### WORK TO BE COMPLETED
Find the word "School" in the listing; pull out each line holding it.

### EXCERPTED DATA

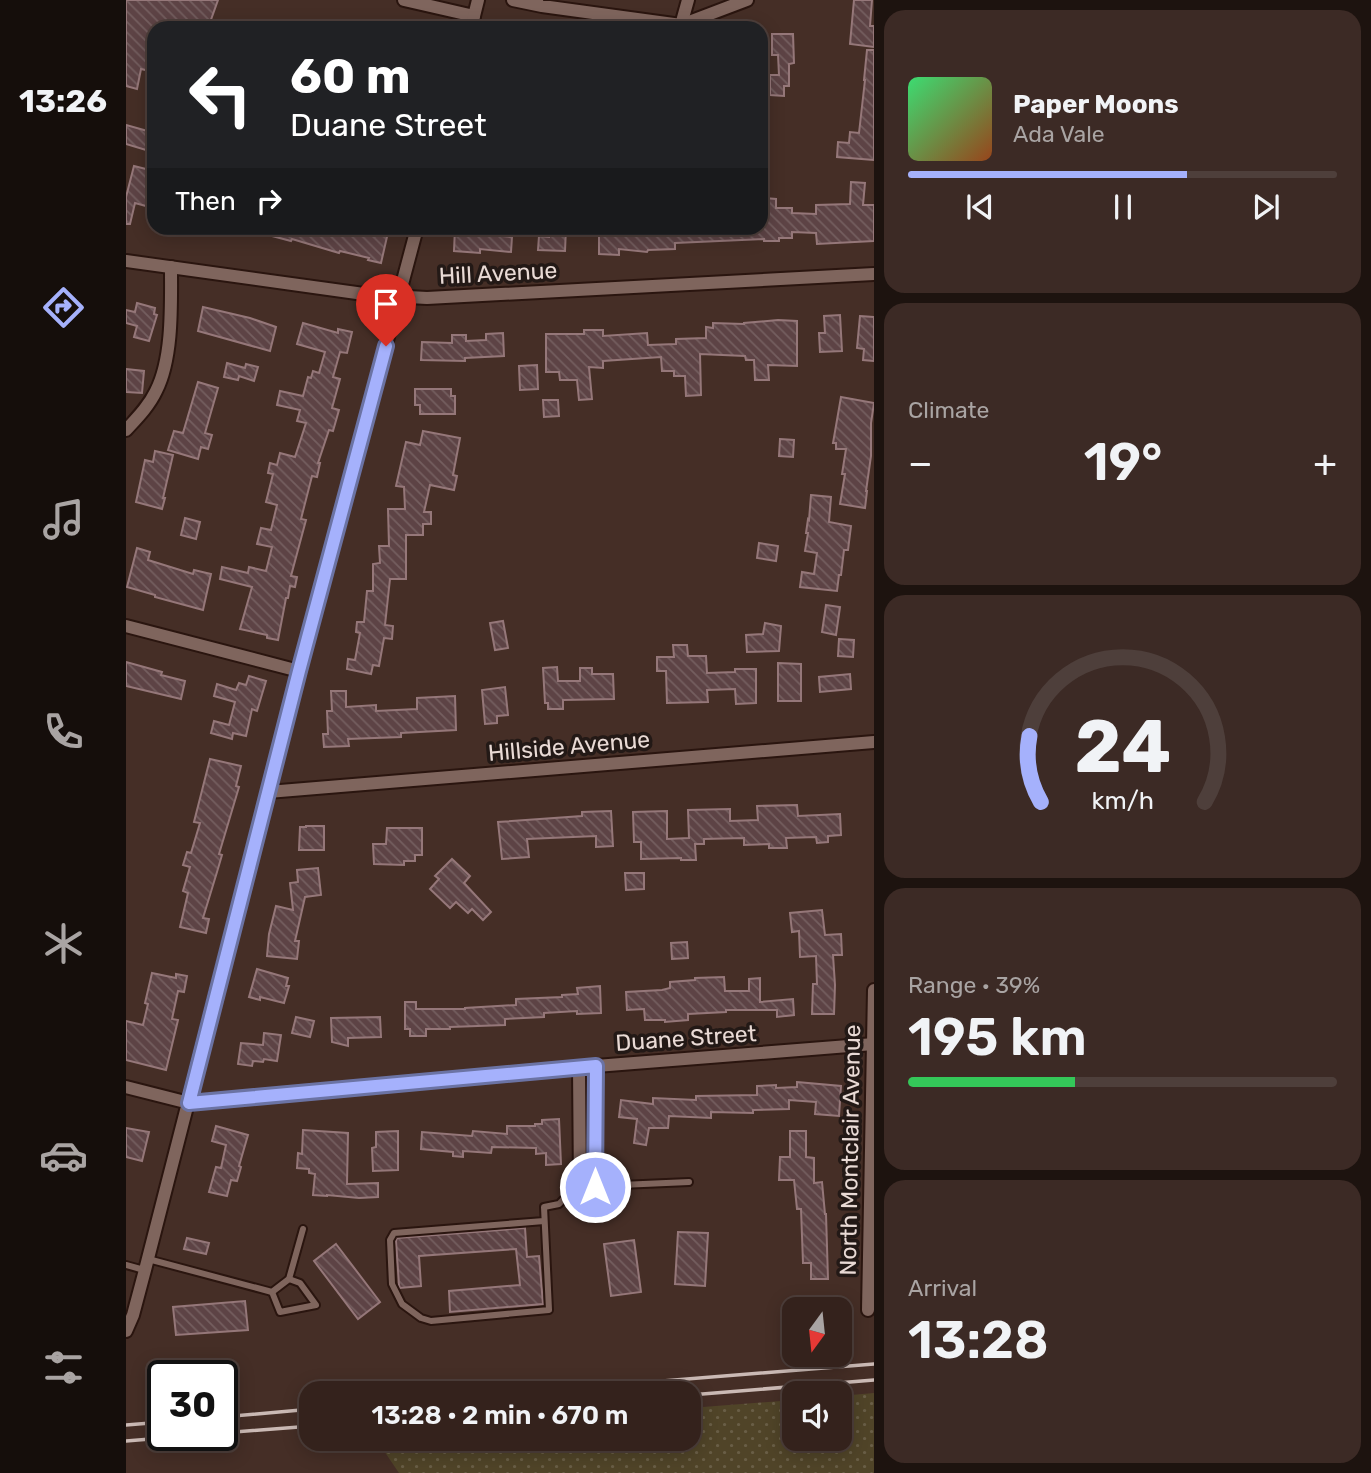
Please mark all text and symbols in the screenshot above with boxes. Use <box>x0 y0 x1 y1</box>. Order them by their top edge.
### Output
text: 60 m <box>290 47 411 105</box>
icon: left <box>175 49 266 140</box>
text: 13:26 <box>19 82 107 120</box>
text: Paper Moons <box>1013 89 1179 120</box>
text: Duane Street <box>290 106 487 144</box>
text: Ada Vale <box>1013 120 1105 148</box>
icon: right <box>250 182 288 220</box>
text: Then <box>175 186 236 217</box>
icon: previous <box>961 188 999 226</box>
icon: pause <box>1104 188 1142 226</box>
icon: next <box>1247 188 1285 226</box>
street label: Hill Avenue <box>438 256 558 290</box>
pin <box>356 274 416 346</box>
icon: directions <box>39 283 88 332</box>
icon: arrive <box>367 285 405 323</box>
text: Climate <box>908 396 989 424</box>
text: 19° <box>1084 431 1162 493</box>
text: − <box>908 440 933 486</box>
text: + <box>1313 440 1337 486</box>
icon: music <box>39 495 88 544</box>
text: 24 <box>1074 705 1171 791</box>
icon: phone <box>39 707 88 756</box>
street label: Hillside Avenue <box>487 725 651 767</box>
text: km/h <box>1091 786 1154 815</box>
icon: climate <box>39 919 88 968</box>
text: Range · 39% <box>908 971 1040 999</box>
text: 195 km <box>908 1006 1087 1068</box>
street label: Duane Street <box>615 1019 757 1057</box>
street label: North Montclair Avenue <box>834 1024 866 1276</box>
icon: car <box>39 1131 88 1180</box>
position arrow <box>558 1150 632 1224</box>
text: Arrival <box>908 1274 977 1302</box>
north arrow <box>782 1297 852 1367</box>
map controls <box>782 1297 852 1451</box>
text: 13:28 <box>908 1309 1049 1371</box>
icon: filters <box>39 1343 88 1392</box>
speed limit sign: 30 <box>147 1360 238 1451</box>
button: sound <box>782 1381 852 1451</box>
text: 13:28 · 2 min · 670 m <box>372 1400 628 1431</box>

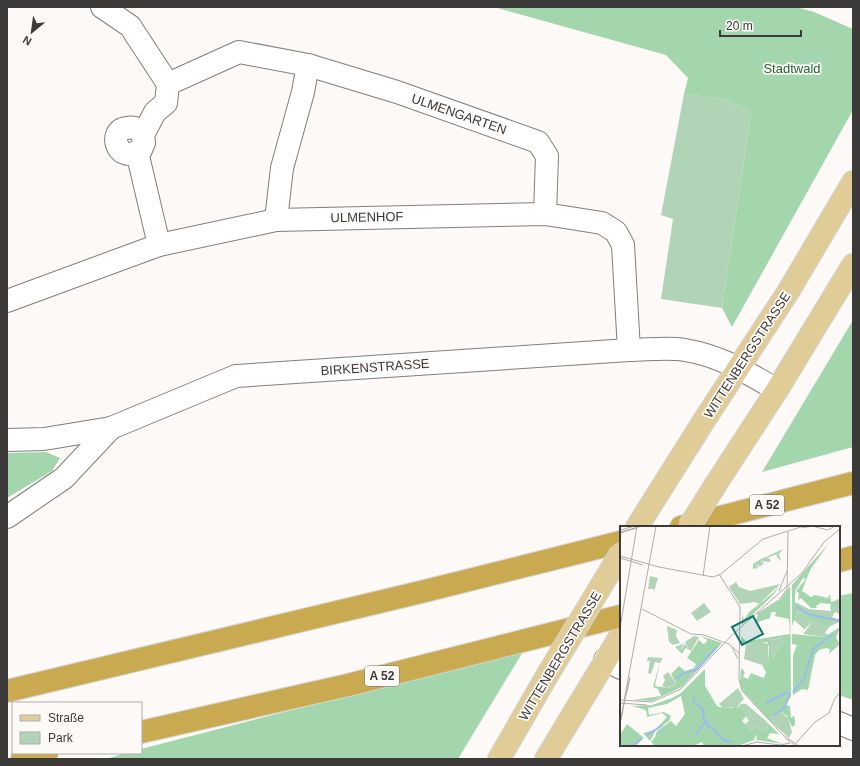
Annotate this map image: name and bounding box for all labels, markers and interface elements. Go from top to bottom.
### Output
north arrow [12,12,52,52]
scale bar [720,12,801,38]
text: 20 m [726,19,753,33]
text: N [21,34,34,48]
park label: Stadtwald [763,61,821,76]
street label: ULMENGARTEN [410,91,508,137]
street label: ULMENHOF [330,209,404,225]
street label: WITTENBERGSTRASSE [701,289,794,421]
street label: BIRKENSTRASSE [320,356,430,378]
road number: A 52 [750,495,784,515]
inset map [620,526,840,746]
street label: WITTENBERGSTRASSE [516,589,605,723]
road number: A 52 [365,666,399,686]
legend [12,702,142,754]
text: Straße [48,711,84,725]
text: Park [48,731,74,745]

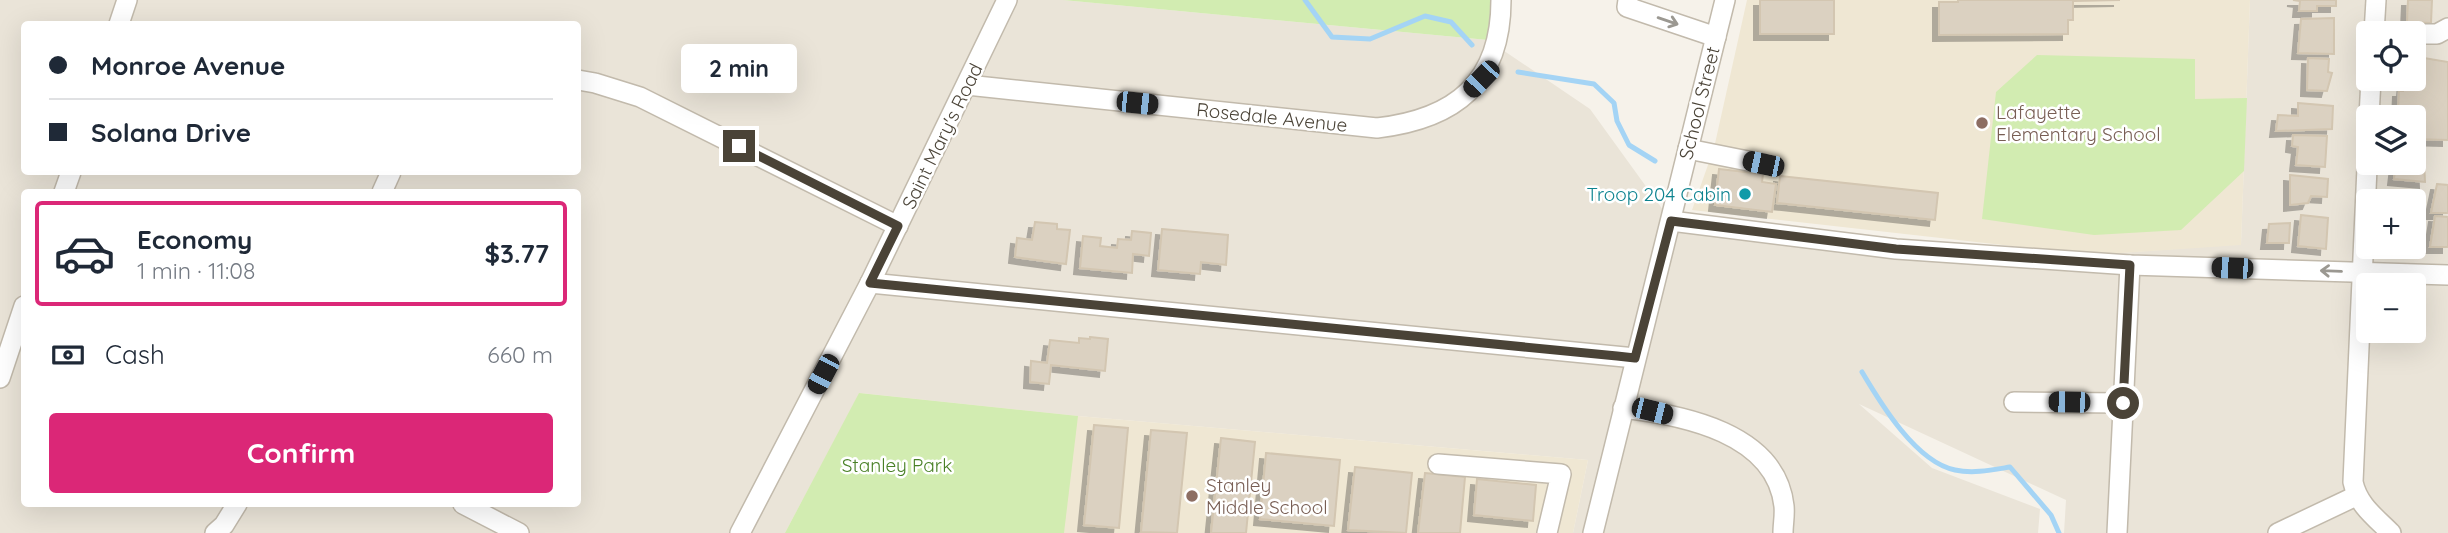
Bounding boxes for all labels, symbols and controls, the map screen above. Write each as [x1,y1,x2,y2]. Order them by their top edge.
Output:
one-way arrow [1657,16,1679,28]
map controls [2356,21,2426,343]
button: locate [2356,21,2426,91]
callout: 2 min [681,44,797,94]
street label: School Street [1673,44,1725,162]
text: Monroe Avenue [91,49,285,82]
text: 2 min [709,54,769,83]
car [1459,57,1504,101]
street label: Saint Mary's Road [896,59,988,213]
car [1116,90,1159,116]
street label: Rosedale Avenue [1195,97,1349,137]
place label: Lafayette Elementary School [1996,100,2161,146]
button: layers [2356,105,2426,175]
marker: Lafayette Elementary School [1974,115,1990,131]
text: Solana Drive [91,116,251,149]
route end [723,130,755,162]
car [1741,149,1786,179]
place label: Troop 204 Cabin [1587,182,1731,206]
marker: Troop 204 Cabin [1737,186,1753,202]
button: + [2356,189,2426,259]
icon: car [53,222,116,285]
text: Economy [137,223,252,256]
text: $3.77 [484,237,549,270]
text: 1 min · 11:08 [137,256,255,285]
car [2211,257,2254,279]
one-way arrow [2320,264,2343,278]
button: − [2356,273,2426,343]
icon: cash [49,336,87,374]
text: Cash [105,338,165,371]
text: 660 m [487,340,553,369]
car [804,351,843,397]
route start [2107,387,2139,419]
car [2048,391,2091,413]
car [1630,396,1675,426]
button: Confirm [49,413,553,493]
park label: Stanley Park [842,453,952,477]
place label: Stanley Middle School [1206,473,1328,519]
marker: Stanley Middle School [1184,488,1200,504]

### RESPONSE TO THE TASK
street label: School Street [1673,44,1725,162]
place label: Lafayette Elementary School [1996,100,2161,146]
marker: Lafayette Elementary School [1974,115,1990,131]
place label: Stanley Middle School [1206,473,1328,519]
marker: Stanley Middle School [1184,488,1200,504]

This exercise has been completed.